Thanks a lot for providing the information.

I am assuming you are getting proper AUC ROC and AUC PR. With probabilistic classifiers such as ours the precision and recall is not a straightforward measure. In our code the 'threshold' of the prediction probabilities are hard coded to 0.5, for deciding predicted positives and negatives, since the first development cycle. So when the predicted probabilities are all lower than 0.5 (especially with 1 tree) precision comes out as NaN.

We will take this up as an open issue and make the threshold dynamic/customizable through our next full release cycle.

However, as a quick fix on your side, if you are using the source code directly, is changing the threshold for different data sets and seeing what works.

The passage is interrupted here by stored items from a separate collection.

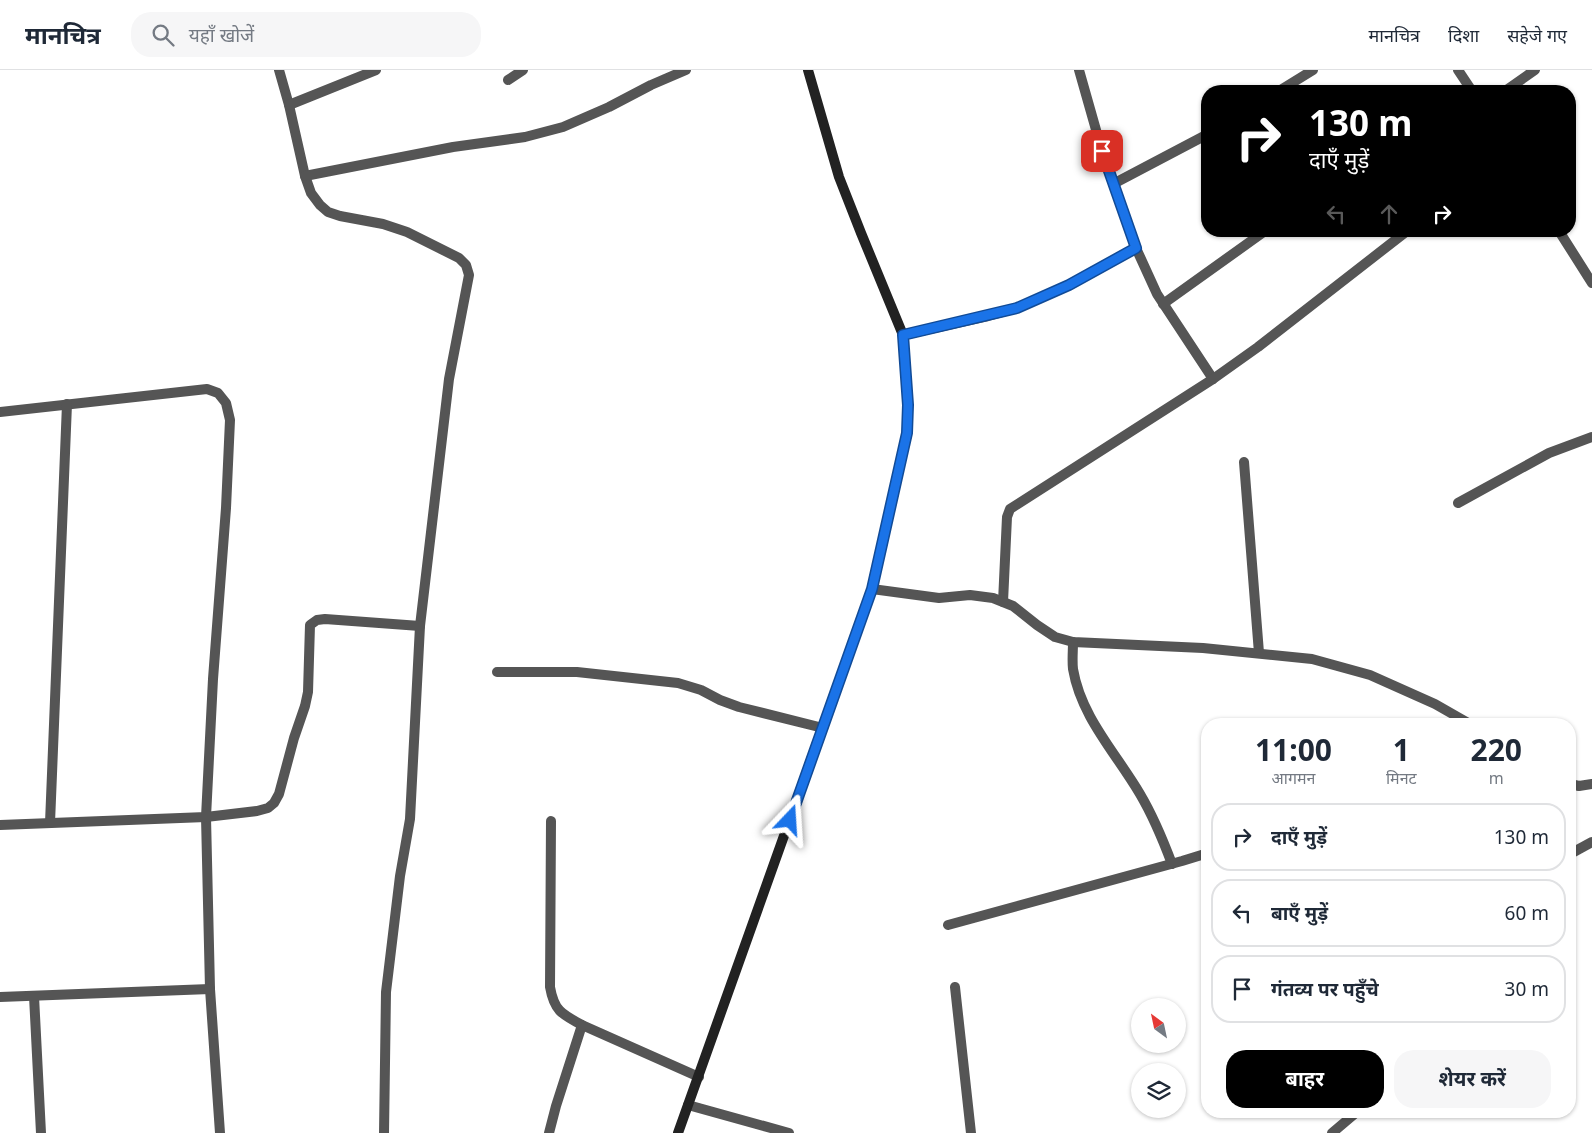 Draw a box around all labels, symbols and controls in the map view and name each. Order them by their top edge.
search box [131,12,481,57]
text: मानचित्र [25,18,101,51]
icon: search [149,21,177,49]
text: यहाँ खोजें [189,22,254,48]
text: मानचित्र [1369,23,1420,47]
text: दिशा [1448,23,1479,47]
text: सहेजे गए [1507,23,1567,47]
text: 130 m [1309,99,1412,146]
icon: right [1226,105,1291,170]
pin [1081,130,1123,172]
icon: arrive [1088,137,1116,165]
text: दाएँ मुड़ें [1309,144,1369,174]
icon: left [1322,200,1350,228]
icon: ahead [1375,200,1403,228]
icon: right [1428,200,1456,228]
text: 11:00 [1255,729,1332,770]
text: 1 [1393,729,1410,770]
text: 220 [1471,729,1522,770]
text: आगमन [1272,767,1315,789]
text: मिनट [1386,767,1417,789]
text: m [1489,767,1504,789]
position arrow [763,793,815,845]
icon: right [1228,823,1256,851]
text: दाएँ मुड़ें [1271,824,1327,850]
text: 130 m [1494,824,1549,850]
icon: left [1228,899,1256,927]
text: बाएँ मुड़ें [1271,900,1328,926]
text: 60 m [1505,900,1549,926]
icon: arrive [1228,975,1256,1003]
text: गंतव्य पर पहुँचे [1271,976,1379,1002]
text: 30 m [1505,976,1549,1002]
north arrow [1131,998,1186,1052]
map controls [1131,998,1186,1118]
button: बाहर [1226,1050,1384,1108]
button: शेयर करें [1394,1050,1551,1108]
button: layers [1131,1063,1186,1118] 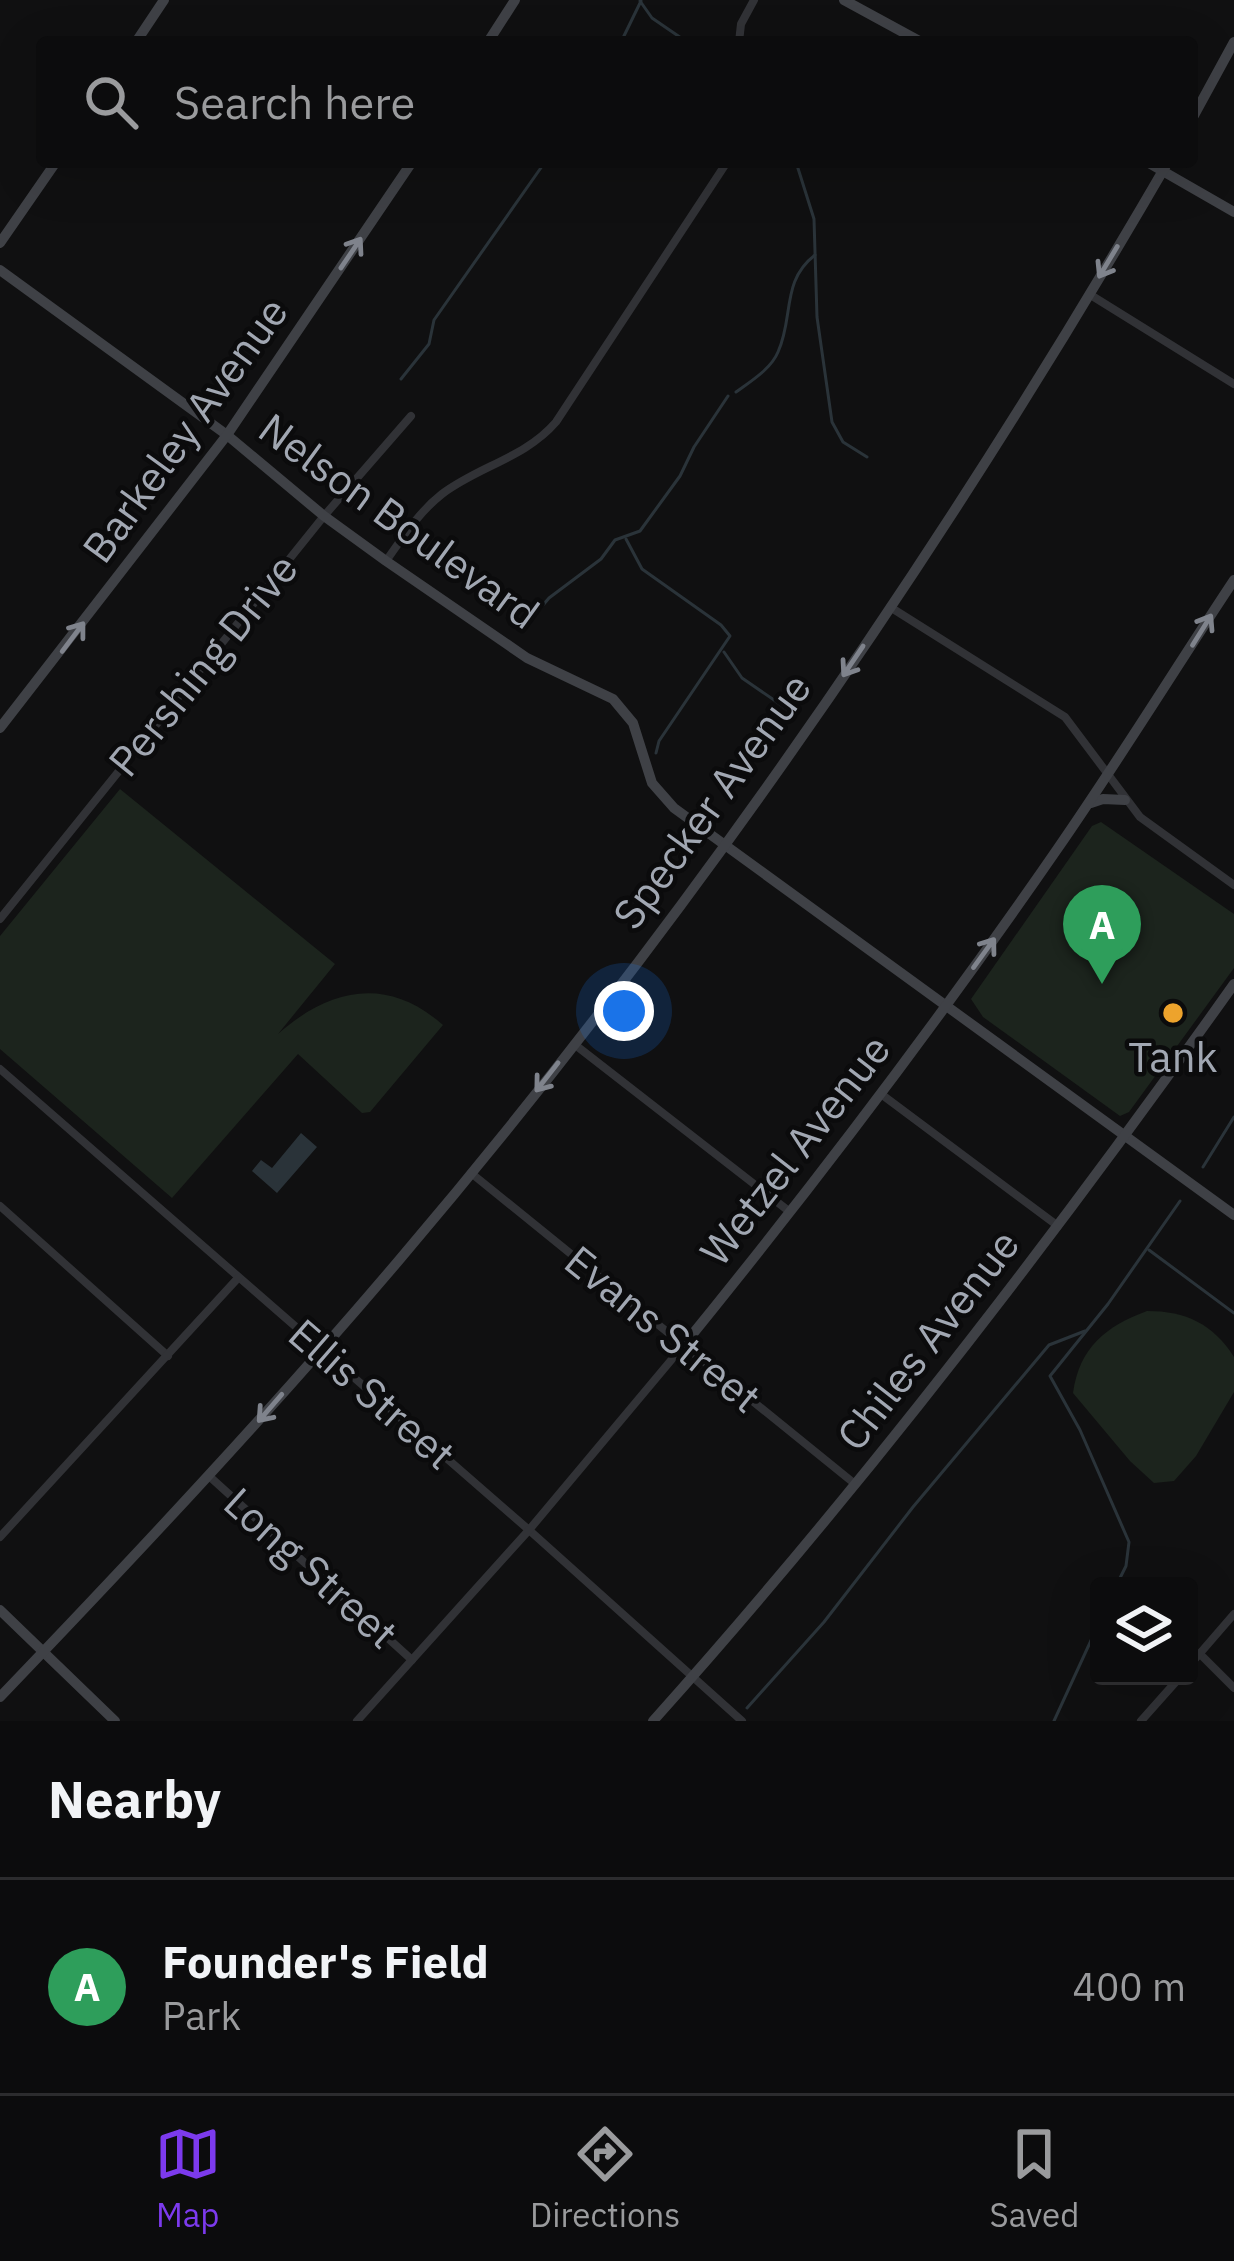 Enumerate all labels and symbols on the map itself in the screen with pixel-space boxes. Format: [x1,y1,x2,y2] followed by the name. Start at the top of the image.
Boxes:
[339,237,364,271] one-way arrow
[1096,244,1120,279] one-way arrow
[70,286,299,573] street label: Barkeley Avenue
[248,400,550,641] street label: Nelson Boulevard
[96,542,309,787] street label: Pershing Drive
[1190,613,1215,647] one-way arrow
[60,621,85,654] one-way arrow
[840,644,865,678] one-way arrow
[600,662,823,939] street label: Specker Avenue
[1063,885,1141,984] pin: A
[971,937,997,970] one-way arrow
[594,981,654,1041] your location
[1160,1000,1186,1026] marker: Tank
[687,1023,902,1276] street label: Wetzel Avenue
[1128,1029,1218,1084] place label: Tank
[534,1061,561,1093] one-way arrow
[824,1218,1031,1461] street label: Chiles Avenue
[554,1233,773,1424] street label: Evans Street
[278,1306,467,1481] street label: Ellis Street
[257,1393,284,1423] one-way arrow
[213,1475,410,1660] street label: Long Street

Just go to class "edu.wisc.cs.will.boosting.RDN.RunBoostedRDN.java" and change the threshold from 0.5 to your preferred value in the infer() method and recompile.

public void infer() {
	InferBoostedRDN infer = new InferBoostedRDN(cmdArgs, setup);
	infer.runInference(fullModel, 0.5);
}

LINES: 455 - 458

OR, you may just use AUCs are your performance metric if that is suitable for you.

Thanks
--Mayukh

@rodrigoazs
Copy link
Author

I'm getting proper AUC ROC and AUC PR, however all the examples are being classified as False. Positive examples are getting probabilities under 0.3 while negative examples are getting probabilities above 0.7 (1-prob). I've changed some parameters as treeDepth and numOfClauses but I didn't get better results.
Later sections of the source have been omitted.